Task directions: Lines where the string "built" appears are to be copied from the entries below.

Material provided:
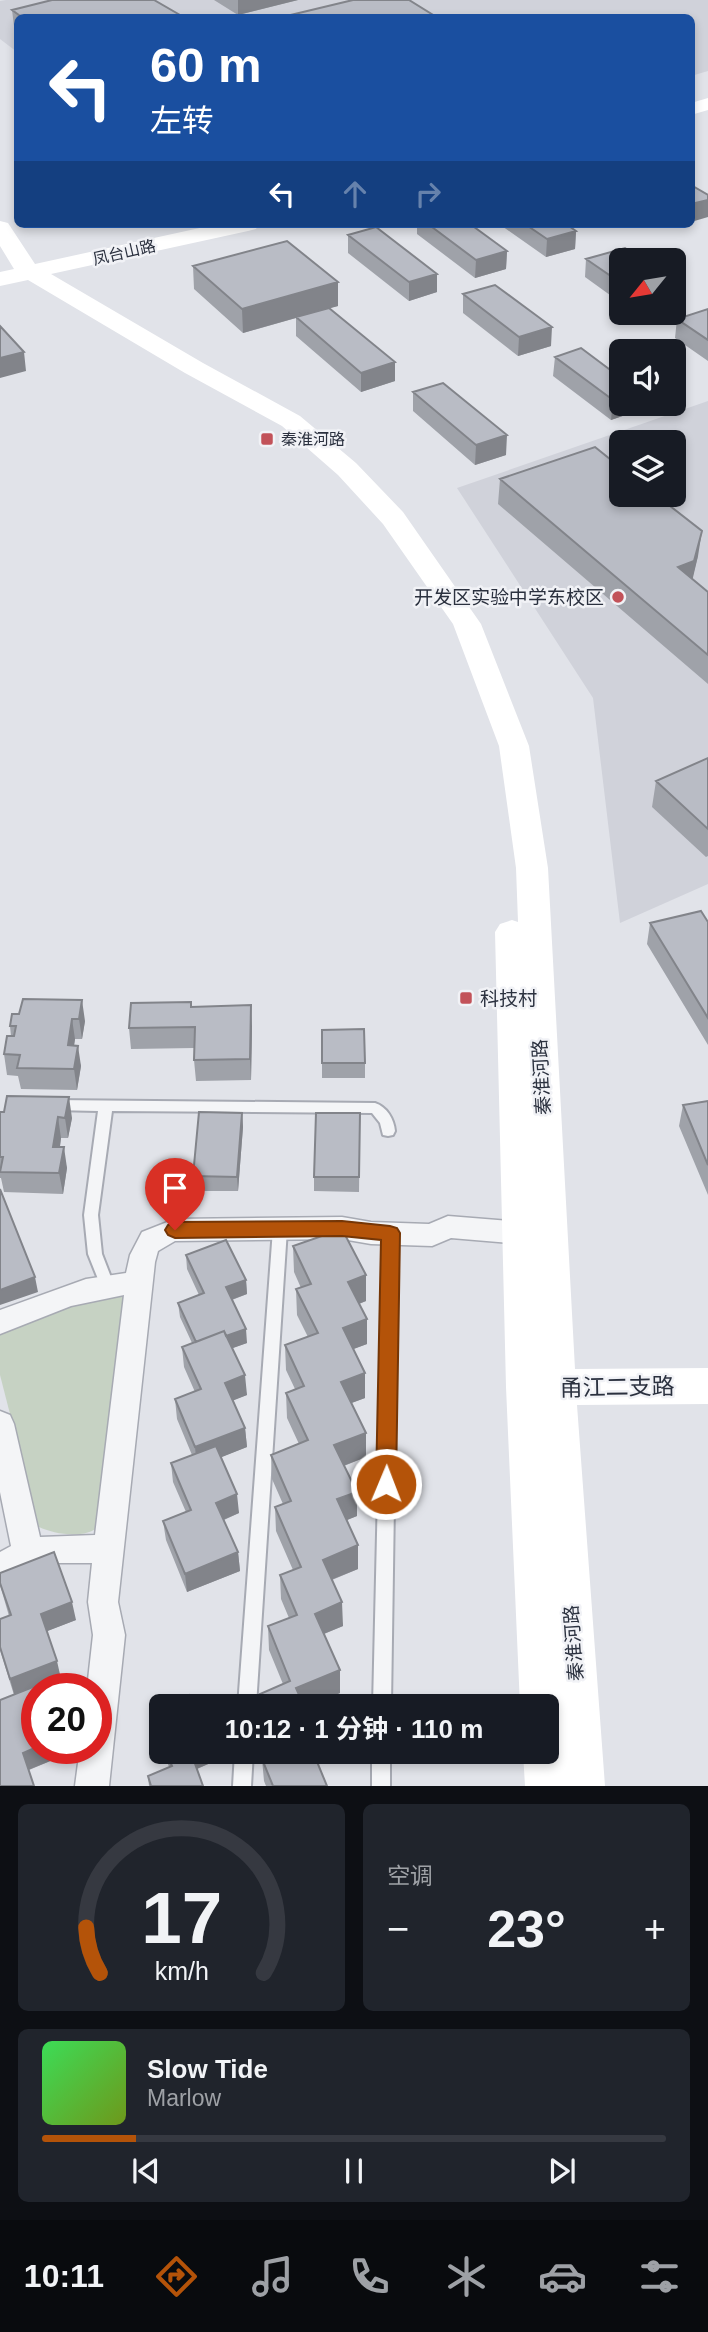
<!DOCTYPE html>
<html lang="zh">
<meta charset="utf-8">
<style>
:root{--surface:#171b24;--page:#20242c;--text:#f1f3f6;--muted:#9ea1a6;--line:#363941;--accent:#b45309}
body{margin:0;font-family:Helvetica,"Noto Sans SC",sans-serif;background:var(--page);color:var(--text);height:100vh;display:flex;flex-direction:column;font-size:26px;white-space:nowrap}
*{box-sizing:border-box;margin:0}
p{font-size:23px;color:var(--muted)}
.icon{flex:none;width:38px;height:38px;fill:none;stroke:currentColor;stroke-width:2;stroke-linecap:round;stroke-linejoin:round}
.map{position:relative;height:1786px;overflow:hidden}
.details{display:flex;flex-direction:column;gap:18px;padding:18px;background:#0d0f14;flex:1}
.details>*{flex:none}
.top-card{position:absolute;left:14px;top:14px;width:681px;height:214px;border-radius:10px;box-shadow:0 4px 10px #0003;background:#1a4fa0;color:#fff;overflow:hidden}
.needle{width:46px;rotate:240deg}
.fabs{position:absolute;left:609px;top:248px;display:grid;gap:14px}
.fabs a{display:grid;place-items:center;width:77px;height:77px;border-radius:10px;background:var(--surface);box-shadow:0 4px 10px #0003;font-size:35px}
.speed{position:absolute;left:21px;top:1673px;display:flex;gap:14px;font-size:35px;font-weight:700;text-align:center}
.speed>*{display:grid;place-content:center;width:91px;height:91px;border-radius:50%;background:var(--surface);box-shadow:0 4px 10px #0003;line-height:1}
.speed .limit{border:10px solid #d22;background:#fff;color:#111}
.pin{position:absolute;display:grid;place-items:center;width:60px;height:60px;color:#fff;margin:-72px -30px;border-radius:50% 50% 50% 0;rotate:-45deg;box-shadow:0 0 7px #0007}
.pin .icon{rotate:45deg}
.me{position:absolute;width:77px;margin:-38px;rotate:1deg;stroke-linejoin:round;filter:drop-shadow(0 0 5px #0008)}
.turn{display:flex;align-items:center;gap:24px;height:147px;padding:0 21px;font-size:32px}
.turn .icon{width:91px;height:91px;stroke-width:2.5}
.turn b{display:block;font-size:49px;line-height:60px}
.lanes{display:flex;align-items:center;height:66px;padding:0 21px;background:#0003;justify-content:center;gap:35px;direction:ltr}
.lanes .off{opacity:.35}
.big{font-size:52px;font-weight:700;line-height:1.1}
.details .card{flex:1;display:flex;flex-direction:column;justify-content:center;gap:10px;min-width:0;padding:0 24px;border-radius:10px;background:var(--page)}
.details .dial{align-items:center;gap:0}
.dial svg{height:182px;overflow:visible;fill:none;stroke:var(--line);stroke-width:7;stroke-linecap:round;text-anchor:middle}
.dial text{fill:var(--text);stroke:none}
.song{display:flex;align-items:center;gap:21px}
.cover{width:84px;height:84px;border-radius:10px;background:linear-gradient(135deg,hsl(130 70% 55%),hsl(80 70% 35%))}
.played{height:7px;border-radius:4px;background:linear-gradient(90deg,var(--accent) 15%,var(--line) 15%)}
.keys{display:flex;justify-content:space-around;direction:ltr}
.heat{display:flex;justify-content:space-between;align-items:center;font-size:38px;direction:ltr}
.details .tiles{flex:1;display:grid;gap:18px;grid-template-columns:1fr 1fr}
.card:last-child{grid-column:span 2}
.trip{position:absolute;left:149px;top:1694px;width:410px;height:70px;border-radius:10px;background:var(--surface);box-shadow:0 4px 10px #0003;font-weight:700;line-height:70px;text-align:center}
.menu{display:flex;height:112px;justify-content:space-around;align-items:center;background:#090b0e;color:var(--muted)}
.menu .icon{width:49px;height:49px}
.menu .on{color:var(--accent)}
.menu b{font-size:32px;color:var(--text)}
.map>svg:first-child{display:block}
.built{fill:#d0d2da;fill-rule:evenodd}
.green{fill:#c6d2c3}
.lines{fill:none;stroke-linecap:round;stroke-linejoin:round}
.lane-casing{stroke:#a7aab3;stroke-width:4}
.street-casing{stroke:#a7aab3;stroke-width:3}
.lane{fill:#f4f5f7;fill-rule:evenodd}
.street{fill:#f4f5f7;fill-rule:evenodd}
.secondary{fill:#fff;fill-rule:evenodd}
.wall{fill:#9fa2a9}
.shaded-wall{fill:#82848a}
.building{fill:#b9bcc5;stroke:#82848a;stroke-width:2}
.route{fill:#b45309;stroke:#753606;stroke-width:2}
.poi-dot{fill:#c25259;stroke:#f1f2f6;stroke-width:2.5}
.labels{text-anchor:middle;stroke-width:5;stroke-linejoin:round;paint-order:stroke}
.far-street-label{font-size:16px;fill:#2b313f;stroke:#f1f2f6}
.far-poi-label{font-size:16px;fill:#2b313f;stroke:#f1f2f6;text-anchor:start}
.poi-label{font-size:19px;fill:#2b313f;stroke:#f1f2f6;text-anchor:end}
.street-label{font-size:19px;fill:#2b313f;stroke:#f1f2f6}
.near-street-label{font-size:23px;fill:#2b313f;stroke:#f1f2f6}
</style>
<div class="map">
<svg width="708" height="1786" viewBox="0 0 708 1786">
<rect width="100%" height="100%" fill="#e1e3e9"/>
<!-- built -->
<path class="built" d="M6 0H708V71L691 76V18H18L17 52 0 39V1Z
M708 401V884L620 923 593 698 457 488ZM621 443H674V495H621Z"/>
<!-- green -->
<path class="green" d="M103 1294 123 1296 129 1300 99 1526C85 1540 54 1534 39 1527L0 1375V1330Z"/>
<g class="lines">
<defs>
<path id="lane" d="M53 1100 375 1103C387 1107 394 1119 395 1131L393 1135 388 1136 383 1135 380 1123 372 1113 112 1111 98 1215 102 1254 114 1285 112 1289 107 1291 102 1289 88 1254 84 1215 98 1111 53 1110 48 1109 46 1105 48 1101Z
M280 1223 285 1225 287 1229 256 1706H238L273 1229 275 1225Z
M391 1227 396 1229 398 1233 391 1706H373L384 1233 386 1229Z
M235 1752H253L251 1786H233Z
M372 1752H390V1786H372Z"/>
<path id="street" d="M448 1216 522 1222 531 1225 535 1233 531 1241 522 1244 451 1238 432 1246 371 1244 342 1239 175 1241 158 1251 155 1262 118 1602 125 1635 109 1786H75L80 1748H96V1689H87L93 1635 88 1602 92 1563H52L33 1566 0 1582V1552L11 1546 0 1492V1411L10 1415 14 1424 40 1537 95 1535 124 1295 71 1306 0 1334V1310L86 1279 126 1273 130 1255 142 1232 175 1219 342 1217 371 1222 429 1224Z"/>
</defs>
<!-- lane casing -->
<use href="#lane" class="lane-casing"/>
<!-- street casing -->
<use href="#street" class="street-casing"/>
<!-- lane -->
<use href="#lane" class="lane"/>
<!-- street -->
<use href="#street" class="street"/>
<!-- secondary -->
<path class="secondary" d="M708 98V110L691 115V103Z
M0 221 8 223 35 264 218 224H259L256 229 248 231 51 274 203 363 300 416 356 463 403 512 481 624 529 746 548 868 575 1369 708 1368V1404L577 1405 605 1786H525L523 1752H546V1706H520L506 1387 495 932 500 924 512 920 518 922 516 868 499 746 453 624 383 524 338 475 282 426 185 373 28 280 0 286V272L14 269 0 246Z"/>
</g>
<!-- wall -->
<path class="wall" d="M214 0H298L238 15Z
M12 10 180 15V18H18V29L14 26Z
M417 224H470L507 251 506 269 475 278 417 234Z
M499 224H566L576 231 575 249 546 257Z
M348 235 437 292 409 301 348 253Z
M586 259 621 261V303L585 277Z
M193 266 338 282V306L329 308 395 381 361 392 296 336V318L243 333 194 289Z
M463 294 551 346 518 356 463 313Z
M708 309V361L675 338 677 319Z
M555 357 637 411 611 420 553 376Z
M413 392 506 455 475 465 413 411Z
M500 479 698 556 692 579 708 592V684L498 504Z
M708 758V856L706 857 652 807 656 781Z
M708 922V1045L647 944 650 923Z
M23 999 85 1021 82 1039H75L74 1045 81 1066 77 1090 21 1089 18 1076 7 1075 4 1054 11 1036 10 1026 19 1014Z
M191 1007 252 1026 251 1080 196 1081 194 1060V1048L131 1049 129 1028Z
M322 1030 365 1063V1078H322Z
M708 1101V1195L679 1126 683 1105Z
M0 1112 72 1118 68 1138H61L60 1147 67 1168 63 1194 4 1192 1 1178H0Z
M242 1113 243 1127 238 1191H194L193 1176Z
M360 1113 359 1192 314 1191V1177Z
M293 1246 366 1301 359 1304 367 1319V1344L353 1349 365 1398 351 1403 366 1457 344 1466 357 1492V1516L347 1520 358 1545V1569L332 1580 343 1626 324 1634 340 1670V1693L309 1706H261L260 1694 283 1684 269 1650 268 1626 289 1618 281 1599 280 1575 293 1570 276 1531 275 1507 283 1504 272 1479 271 1455 299 1444 287 1418 286 1393 295 1389 286 1370 285 1345 308 1337 297 1315 296 1289 301 1288 294 1272Z
M186 1255 246 1280 247 1294 232 1300 247 1343 232 1348 247 1395 233 1400 245 1428 247 1447 221 1457 239 1513 224 1520 238 1552 240 1571 187 1592 166 1540 163 1521 186 1512 173 1482 171 1463 192 1455 177 1419 175 1399 195 1392 184 1367 182 1347 192 1343 180 1317 178 1303 199 1295 187 1269Z
M0 1573 76 1620 47 1631 61 1679 39 1688 37 1748H58L60 1757 29 1770 0 1786 14 1695 0 1650V1619L9 1616 0 1585Z
M161 1707V1744L153 1723 151 1711Z
M164 1752H222V1758L197 1769 203 1786H149L148 1776 169 1767Z
M276 1752H333V1757L318 1763 327 1786H266L264 1781 262 1759 276 1753Z"/>
<!-- shaded-wall -->
<path class="shaded-wall" d="M238 0H298L238 15Z
M708 200V217L691 222V204Z
M576 231 575 249 546 257 547 239Z
M507 251 506 269 475 278 476 260Z
M437 274V292L409 301V282Z
M338 282V306L243 333 242 309Z
M681 285 679 304 674 305V288Z
M552 327 551 346 518 356 519 337Z
M24 352 26 371 0 378V358Z
M395 362V381L361 392V373Z
M621 398V404H638L637 411 611 420 613 400Z
M507 435 506 455 475 465 476 445Z
M702 531 698 556 691 586 678 567Z
M82 1000 85 1021 82 1039 79 1019Z
M251 1005 252 1026 251 1080 250 1059Z
M72 1019 75 1039 71 1066 68 1045Z
M78 1046 81 1066 77 1090 74 1069Z
M69 1097 72 1118 68 1138 65 1118Z
M242 1113 243 1127 238 1191 237 1177Z
M58 1117 61 1138 57 1167 53 1147Z
M64 1147 67 1168 63 1194 59 1173Z
M366 1275V1301L348 1308V1282Z
M35 1277 38 1292 0 1305V1290Z
M246 1280 247 1294 228 1301 226 1287Z
M367 1319V1344L343 1353V1328Z
M246 1329 247 1343 200 1360 198 1346Z
M365 1373V1398L341 1407V1382Z
M245 1375 247 1395 227 1403 225 1383Z
M245 1428 247 1447 197 1467 195 1447Z
M366 1433V1457L335 1469 334 1445Z
M357 1492V1516L337 1524V1499Z
M237 1494 239 1513 218 1522 216 1503Z
M358 1545V1569L323 1583V1560Z
M238 1552 240 1571 187 1592 185 1574Z
M72 1602 76 1620 45 1632 41 1614Z
M342 1602 343 1626 316 1637 315 1614Z
M57 1661 61 1679 15 1697 10 1679Z
M340 1670V1693L309 1706H297L296 1688Z
M37 1747V1748H58L60 1757 28 1770 23 1753Z
M207 1752H222V1758L194 1770 193 1758Z
M310 1752H333V1757L311 1766Z"/>
<!-- building -->
<path class="building" d="M52 0H154L180 15 172 18H23L12 10Z
M353 0H409L438 18H278Z
M691 185 708 195V200L691 204Z
M428 224H470L507 251 476 260Z
M525 224H566L576 231 547 239Z
M376 227 437 274 409 282 348 235Z
M287 241 338 282 242 309 193 266Z
M625 248 645 261H621V283L586 259Z
M674 280 681 285 674 288Z
M495 285 552 327 519 337 463 294Z
M329 308 395 362 361 373 296 317Z
M708 309V340L677 319Z
M0 326 24 352 0 358Z
M581 348 621 378V398L613 400 555 357Z
M443 383 507 435 476 445 413 392Z
M595 447 621 468V495H656L702 531 694 561 678 567 708 592V655L500 479Z
M708 758V829L656 781Z
M701 911 708 922V1018L650 923Z
M23 999 82 1000 79 1019H72L68 1045 78 1046 74 1069 17 1068 20 1055 4 1054 7 1036H14L16 1026H10L12 1014H19Z
M191 1002V1007L251 1005 250 1059 194 1060 195 1027 129 1028 131 1003Z
M364 1029 365 1063H322V1030Z
M7 1096 69 1097 65 1118 58 1117 53 1147H64L59 1173 0 1172 3 1157H0V1112H4Z
M708 1101V1165L683 1105Z
M199 1112 242 1113 237 1177 193 1176Z
M316 1113H360L359 1177H314Z
M0 1189 35 1277 0 1290Z
M342 1229 366 1275 348 1282 367 1319 343 1328 365 1373 341 1382 366 1433 334 1445 357 1492 337 1499 358 1545 323 1560 342 1602 315 1614 340 1670 296 1688 304 1706H265L260 1694 290 1681 268 1626 297 1615 280 1575 301 1567 275 1507 291 1501 271 1455 308 1440 286 1393 304 1386 285 1345 318 1333 296 1289 311 1284 293 1246Z
M226 1240 246 1280 226 1287 246 1329 226 1336 224 1331 196 1342 178 1303 204 1293 186 1255Z
M224 1331 245 1375 225 1383 245 1428 195 1447 175 1399 201 1389 182 1347Z
M216 1446 237 1494 216 1503 238 1552 185 1574 163 1521 191 1510 171 1463Z
M54 1552 72 1602 41 1614 57 1661 10 1679 0 1647V1619L11 1615 0 1583V1573Z
M38 1685 39 1689H37V1747L23 1753 34 1786H0V1700Z
M189 1695 194 1706H162Z
M203 1702 205 1706H194Z
M161 1707V1737L151 1711Z
M166 1752H207L193 1758 203 1786H151L148 1776 172 1766Z
M279 1752H313L327 1786H273L262 1759Z"/>
<!-- route -->
<path class="route" d="M342 1221 390 1226 397 1228 400 1233 396 1484 393 1490 386 1493 379 1490 376 1484 381 1240 342 1236 175 1238 168 1235 165 1230 168 1225 175 1222Z"/>
<!-- markers -->
<g class="poi-dot">
<rect x="260" y="432" width="14" height="14" rx="3.5"/>
<circle cx="618" cy="597" r="7"/>
<rect x="459" y="991" width="14" height="14" rx="3.5"/>
</g>
<g class="labels">
<!-- far-street labels -->
<g class="far-street-label">
<text transform="translate(124 252) rotate(-13)" y="6">凤台山路</text>
</g>
<!-- far-poi labels -->
<g class="far-poi-label">
<text x="281" y="445">秦淮河路</text>
</g>
<!-- poi labels -->
<g class="poi-label">
<text x="604" y="604">开发区实验中学东校区</text>
<text x="480" y="1005" text-anchor="start">科技村</text>
</g>
<!-- street labels -->
<g class="street-label">
<text transform="translate(541 1077) rotate(-93)" y="7">秦淮河路</text>
<text transform="translate(573 1643) rotate(-94)" y="7">秦淮河路</text>
</g>
<!-- near-street labels -->
<g class="near-street-label">
<text transform="translate(617 1387) rotate(-1)" y="8">甬江二支路</text>
</g>
</g>
</svg>
<div class="fabs">
<a><svg class="needle" viewBox="-14 -14 28 28"><path d="M0-13l5 13h-10z" fill="#e53935"/><path d="M0 13l5-13h-10z" fill="#9ea1a6"/></svg></a>
<a><svg class="icon" aria-label="sound" viewBox="0 0 24 24"><path d="M4 9h4l5-4v14l-5-4H4zM17 9q2 3 0 6"/></svg></a>
<a><svg class="icon" aria-label="layers" viewBox="0 0 24 24"><path d="M12 4l9 5-9 5-9-5zM3 14l9 5 9-5"/></svg></a>
</div>
<div class="speed"><div class="limit">20</div></div>
<div class="pin" style="left:175px;top:1230px;background:#d93025"><svg class="icon" aria-label="arrive" viewBox="0 0 24 24"><path d="M6 21V4h12l-3 4 3 4H6"/></svg></div>
<svg class="me" style="left:386px;top:1484px" viewBox="-20 -20 40 40"><circle r="17" fill="#b45309" stroke="#fff" stroke-width="3"/><path d="M0-11L8 9 0 5-8 9z" fill="#fff"/></svg>
<div class="trip">10:12 · 1 分钟 · 110 m</div>
<div class="top-card">
<div class="turn"><svg class="icon" aria-label="left" viewBox="0 0 24 24"><path d="M17 20v-9H6M10 6l-5 5 5 5"/></svg><div><b>60 m</b>左转</div></div>
<div class="lanes"><svg class="icon" aria-label="left" viewBox="0 0 24 24"><path d="M17 20v-9H6M10 6l-5 5 5 5"/></svg><svg class="icon off" aria-label="ahead" viewBox="0 0 24 24"><path d="M12 20V5M6 11l6-6 6 6"/></svg><svg class="icon off" aria-label="right" viewBox="0 0 24 24"><path d="M7 20v-9h11M14 6l5 5-5 5"/></svg></div>
</div>
</div>
<section class="details">
<div class="tiles">
<div class="card dial"><svg viewBox="0 0 100 80">
<path d="M14 69A42 42 0 1 1 86 69"/>
<path d="M14 69A42 42 0 0 1 8 49" stroke="#b45309"/>
<text x="50" y="56" font-size="32" font-weight="700">17</text>
<text x="50" y="72" font-size="11">km/h</text>
</svg></div>
<div class="card"><p>空调</p>
<div class="heat"><a>−</a><b class="big">23°</b><a>+</a></div>
</div>
<div class="card">
<div class="song"><i class="cover"></i><div><b>Slow Tide</b><p>Marlow</p></div></div>
<div class="played"></div>
<div class="keys"><svg class="icon" aria-label="previous" viewBox="0 0 24 24"><path d="M18 5L8 12l10 7zM5 5v14"/></svg><svg class="icon" aria-label="pause" viewBox="0 0 24 24"><path d="M8 5v14M16 5v14"/></svg><svg class="icon" aria-label="next" viewBox="0 0 24 24"><path d="M6 5l10 7-10 7zM19 5v14"/></svg></div>
</div>
</div>
</section>
<nav class="menu">
<b>10:11</b>
<svg class="icon on" aria-label="directions" viewBox="0 0 24 24"><path d="M12 3l9 9-9 9-9-9zM9 14v-3h6M13 9l2 2-2 2"/></svg>
<svg class="icon" aria-label="music" viewBox="0 0 24 24"><path d="M9 18V5l10-2v13"/><circle cx="6" cy="18" r="3"/><circle cx="16" cy="16" r="3"/></svg>
<svg class="icon" aria-label="phone" viewBox="0 0 24 24"><path d="M5 4h4l2 5-3 2q2 4 5 5l2-3 5 2v4C11 20 4 13 5 4z"/></svg>
<svg class="icon" aria-label="climate" viewBox="0 0 24 24"><path d="M12 3v18M4 7l16 10M4 17L20 7"/></svg>
<svg class="icon" aria-label="car" viewBox="0 0 24 24"><path d="M5 17H2v-5l4-1 3-4h7l3 4 3 1v5h-3M9 17h6M6 11h13"/><circle cx="7" cy="17" r="2"/><circle cx="17" cy="17" r="2"/></svg>
<svg class="icon" aria-label="filters" viewBox="0 0 24 24"><path d="M4 7h16M4 17h16"/><circle cx="9" cy="7" r="2"/><circle cx="15" cy="17" r="2"/></svg>
</nav>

Output below:
.built{fill:#d0d2da;fill-rule:evenodd}
<!-- built -->
<path class="built" d="M6 0H708V71L691 76V18H18L17 52 0 39V1Z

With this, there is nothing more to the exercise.